● **What you are asked to do**
If a line in the data contains "margin", copy it out.

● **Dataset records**
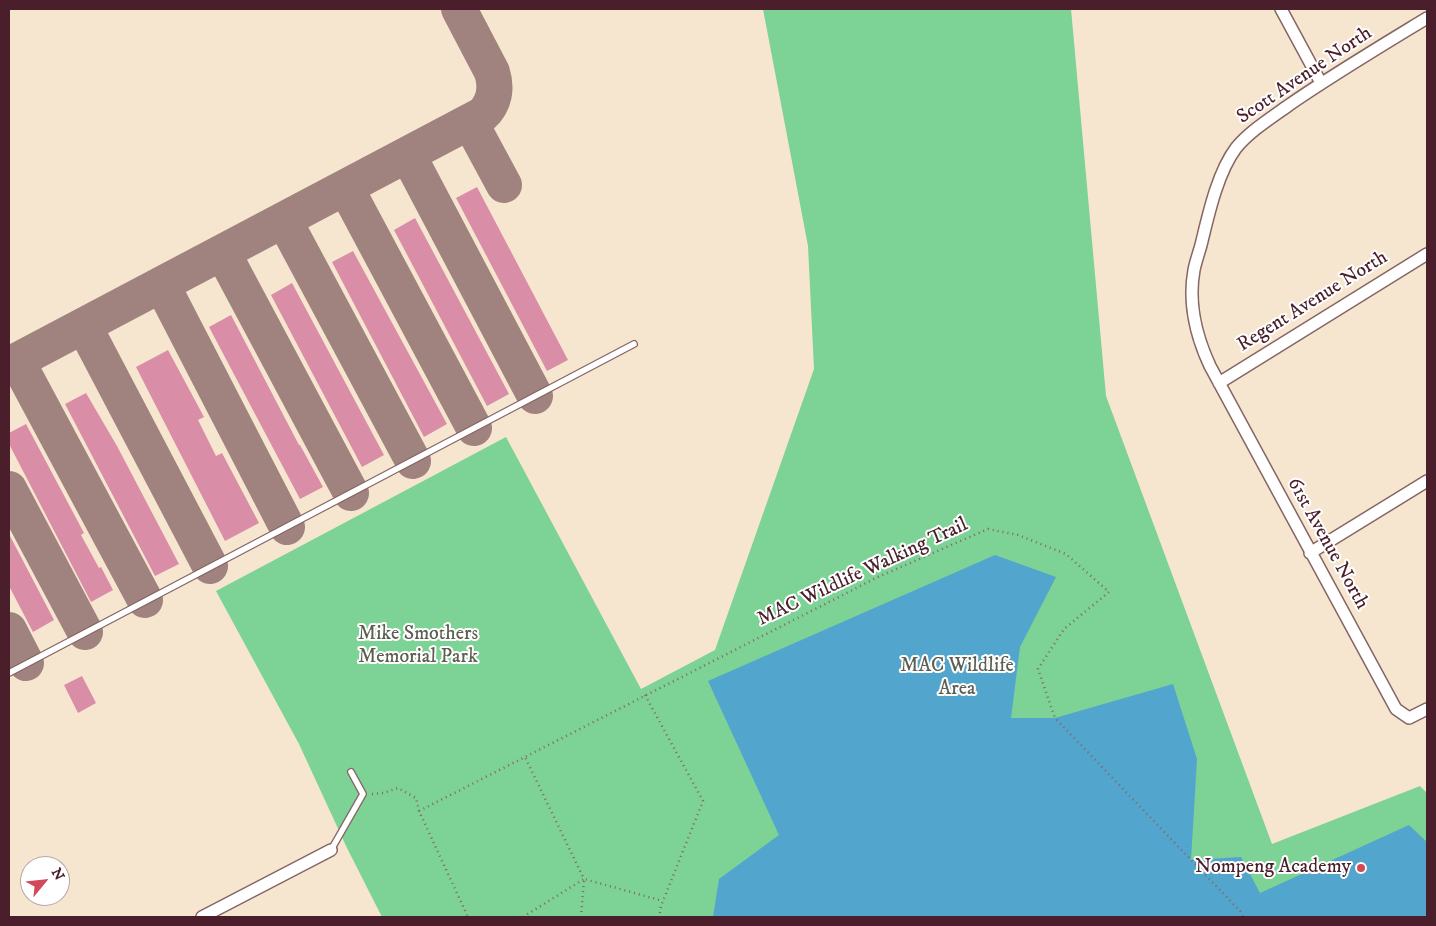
<!DOCTYPE html>
<html>
<head>
<meta charset="utf-8">
<style>
	body { margin:0 }
	#map { position:relative; width:1436px; height:926px; overflow:hidden; background:#f6e6d0; font-family:"IM FELL DW Pica",serif }
	canvas { display:block }
	.frame { position:absolute; inset:0; border:10px solid #4a1f2b; pointer-events:none }
	.north { position:absolute; left:20px; top:856px; width:50px; height:50px; box-sizing:border-box; background:#fff; border:1px solid #b7a5aa; border-radius:50%; rotate:62deg; font-size:14px; font-weight:700; line-height:20px; text-align:center; color:#4a1f2b }
	.north::after { content:''; display:block; margin:auto; width:18px; height:22px; background:#d1495b; clip-path:polygon(50% 0,100% 100%,50% 72%,0 100%) }
</style>
</head>
<body>
<div id="map">
<canvas width="1436" height="926"></canvas>
<div class="frame"></div>
<div class="north">N</div>
</div>
<script>
const ctx = document.querySelector('canvas').getContext('2d');
ctx.lineJoin = 'round';
function fill(path, color) {
  ctx.fillStyle = color;
  ctx.fill(path, 'evenodd');
}
function stroke(path, color, width, dash) {
  ctx.strokeStyle = color;
  ctx.lineWidth = width;
  ctx.lineCap = dash ? 'butt' : 'round';
  ctx.setLineDash(dash || []);
  ctx.stroke(path);
}
function drawText(font, color, halo, rows, align = 'center') {
  ctx.font = font + ' "IM FELL DW Pica",serif';
  ctx.lineWidth = 4;
  ctx.setLineDash([]);
  ctx.textBaseline = 'middle';
  ctx.strokeStyle = halo;
  ctx.fillStyle = color;
  for (const [text, x, y, turn = 0] of rows) {
    ctx.save();
    ctx.translate(x, y);
    ctx.rotate((+turn || 0) * Math.PI / 180);
    ctx.textAlign = isNaN(turn) ? turn : align;
    if (halo) ctx.strokeText(text, 0, 0);
    ctx.fillText(text, 0, 0);
    ctx.restore();
  }
}
fill(new Path2D(`
	M 763,9 L 1071,9 L 1106,396 L 1272,844 L 1420,786 L 1427,793 L 1427,917 L 382,917 L 347,848 L 299,744 L 216,591 L 506,437 L 641,689 L 715,650 L 814,369 L 808,246 Z`), '#7dd295');
fill(new Path2D(`
	M 995,555 L 1056,577 L 1020,647 L 1011,718 L 1055,718 L 1173,684 L 1197,759 L 1191,860 L 1241,857 L 1260,893 L 1409,825 L 1427,842 L 1427,917 L 713,917 L 719,879 L 779,835 L 708,681 Z`), '#52a6cd');
stroke(new Path2D(`
	M 470,122 L 504,185
	M 408,155 L 535,396
	M 346,188 L 474,428
	M 284,220 L 413,461
	M 223,253 L 351,493
	M 162,285 L 287,527
	M 84,326 L 210,566
	M 17,361 L 145,600
	M 9,365 L 482,115 C 495,103 497,88 492,72 L 459,9
	M 9,489 L 85,632
	M 9,630 L 26,663`), '#a0827e', 36);
fill(new Path2D(`
	M 477,187 L 568,360 L 547,371 L 456,198 Z
	M 415,218 L 509,394 L 487,406 L 394,230 Z
	M 353,251 L 447,424 L 424,437 L 332,262 Z
	M 292,283 L 384,455 L 362,467 L 271,295 Z
	M 231,315 L 299,445 L 300,445 L 323,487 L 300,499 L 209,327 Z
	M 168,350 L 204,417 L 198,420 L 216,456 L 222,453 L 259,523 L 225,541 L 136,367 Z
	M 86,393 L 117,446 L 179,564 L 155,576 L 65,404 Z
	M 26,424 L 84,533 L 81,535 L 99,568 L 101,567 L 113,590 L 91,602 L 9,444 L 9,433 Z
	M 9,534 L 54,620 L 33,632 L 9,586 Z
	M 82,676 L 96,703 L 78,713 L 64,685 Z`), '#da8da7');
const service = new Path2D(`
	M 9,673 L 634,344
	M 331,850 L 363,794 L 351,772`);
const minor = new Path2D(`
	M 1281,9 L 1321,83
	M 1427,18 C 1381,46 1334,74 1289,105 C 1271,118 1250,131 1236,148 C 1218,172 1209,212 1202,241 C 1200,250 1196,260 1194,270 C 1188,303 1196,336 1210,366 L 1396,709 L 1409,718 L 1427,709
	M 1219,383 L 1427,254
	M 1310,553 L 1427,481
	M 202,917 L 331,850`);
stroke(service, '#866565', 8);
stroke(minor, '#866565', 14);
stroke(new Path2D(`
	M 645,695 L 703,801 L 661,906 L 659,917
	M 372,794 L 383,793 L 398,788 L 416,798 L 419,811 L 468,917
	M 419,811 L 878,577 L 988,529 L 1018,535 L 1066,554 L 1109,592 L 1064,629 L 1038,669 L 1055,718 L 1240,911 L 1243,917
	M 523,917 L 584,879 L 525,757
	M 581,917 L 584,879 L 663,901`), '#866565', 2.5, [1, 4]);
stroke(service, '#fff', 5.5);
stroke(minor, '#fff', 11);
for (const [x, y, r, color] of [
	[1361,868,5,"#d1495b"]
]) {
  const dot = new Path2D();
  dot.arc(x, y, r, 0, 2 * Math.PI);
  ctx.fillStyle = color;
  ctx.fill(dot);
  stroke(dot, '#fff', 2);
}
drawText('20px', '#4a1f2b', '#fff', [
	["Scott Avenue North",1305,76,-34],
	["Regent Avenue North",1313,302,-32],
	["61st Avenue North",1327,544,61],
	["MAC Wildlife Walking Trail",863,573,-25]
]);
drawText('20px', '#5c5e50', '#fff', [
	["Mike Smothers",418,635],
	["Memorial Park",418,658],
	["MAC Wildlife",957,667],
	["Area",957,690]
]);
drawText('20px', '#4a1f2b', '#fff', [
	["Nompeng Academy",1351,868]
], 'right');
</script>
</body>
</html>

● **Reply to the exercise**
	body { margin:0 }
	.north::after { content:''; display:block; margin:auto; width:18px; height:22px; background:#d1495b; clip-path:polygon(50% 0,100% 100%,50% 72%,0 100%) }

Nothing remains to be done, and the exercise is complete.